Large swathes of protected forests will be opened up to logging by the new Tasmanian Liberal Government.
The Government will introduce legislation to Parliament next month to repeal the TasmanianForest Agreement and set aside 400,000 hectares of forest reserves for future harvesting.
But Cabinet has agreed to impose a six-year freeze on harvesting in a move designed to calm environmentalists.
Resources Minister Paul Harriss insisted the pre-election promise to rip up the forest peace deal would grow the industry.
Mr Harriss said he would start working with industry to create a new forest strategy based on science.
“This is an elegant solution to growing this important industry while importantly protecting our markets and continuing the achievement of FSC (Forest Stewardship Council) certification.”
Mr Harriss said none of the almost $400 million in government funding attached to the forest peace deal would have to be repaid.
“We have no control over what’s been spent. What we do have control over is what we’re doing into the future,” he said.
The Tasmanian Forest Agreement had protected half a million hectares of forest from logging in return formillions of dollars in assistance to the struggling timber industry.
More than 120,000 hectares was added to the World Heritage List last year, but the Federal Government is trying to reverse protection for 74,000 hectares.
The Tasmanian Government now wants to open up the remaining trees, some 400,000 hectares, to logging.
The Forest Industries Association fears the State Government is rushing its forest policy.

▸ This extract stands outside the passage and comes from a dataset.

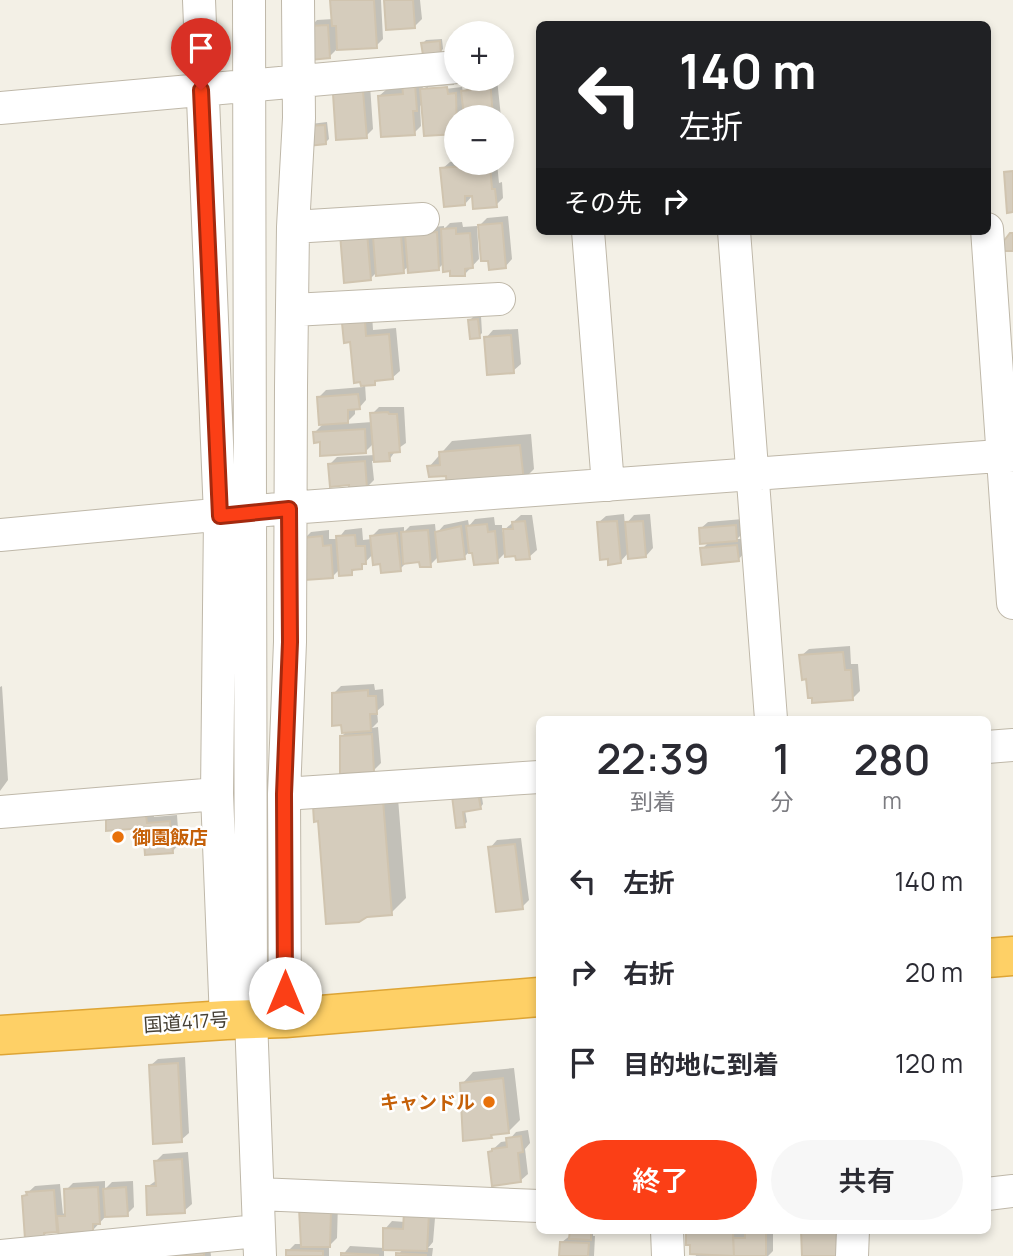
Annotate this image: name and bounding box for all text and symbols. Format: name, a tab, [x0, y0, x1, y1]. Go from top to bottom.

Chief executive Terry Edwards has not commented on the ramifications of the proposed changes, saying he needed to see more detail.
Tasmanian forestry peace deal
- The peace deal took four years to negotiate
- It allowed for about $400m in industry funding
- It protects 504,000ha of high-conservation value forests
- 123,650ha now permanently protected as World Heritage
- Remaining 380,000ha awaiting permanent protection
- The guaranteed sawlog quota was halved to 137,000 cubic metres
- Veneer producer Ta Ann Tasmania has had its peeler billets quota cut by 40 per cent
The association is one of the main industry signatories to the forest peace deal.
On Monday, Cabinet signed off on a plan to impose a six-year freeze while state-owned Forestry Tasmania attempts to secure FSC certification.
But it is a move that is expected to reignite Tasmania’s forest wars.
Australian Greens Leader Christine Milne says no-one will buy the wood harvested from areas that have been deemed to have high conservation value.
“This is ideological; take forests out of protection, destroy the biodiversity, end any sense of peace in the forests, simply to deliver on a claim that they can cut it down and ship it away,” she said.
“They can’t, they’ve got no market.”
The Tasmanian Greens leader accused the State Government of making up policy on the run.
Kim Booth said it would cripple the forest industry by undermining its reputation in overseas markets.
“They never had a forest policy, they ran around and threw rocks for four years,” he said.
“They tried to tear up every good piece of work that environment groups were doing and calls by the industry to allow the industry to get on with its job.”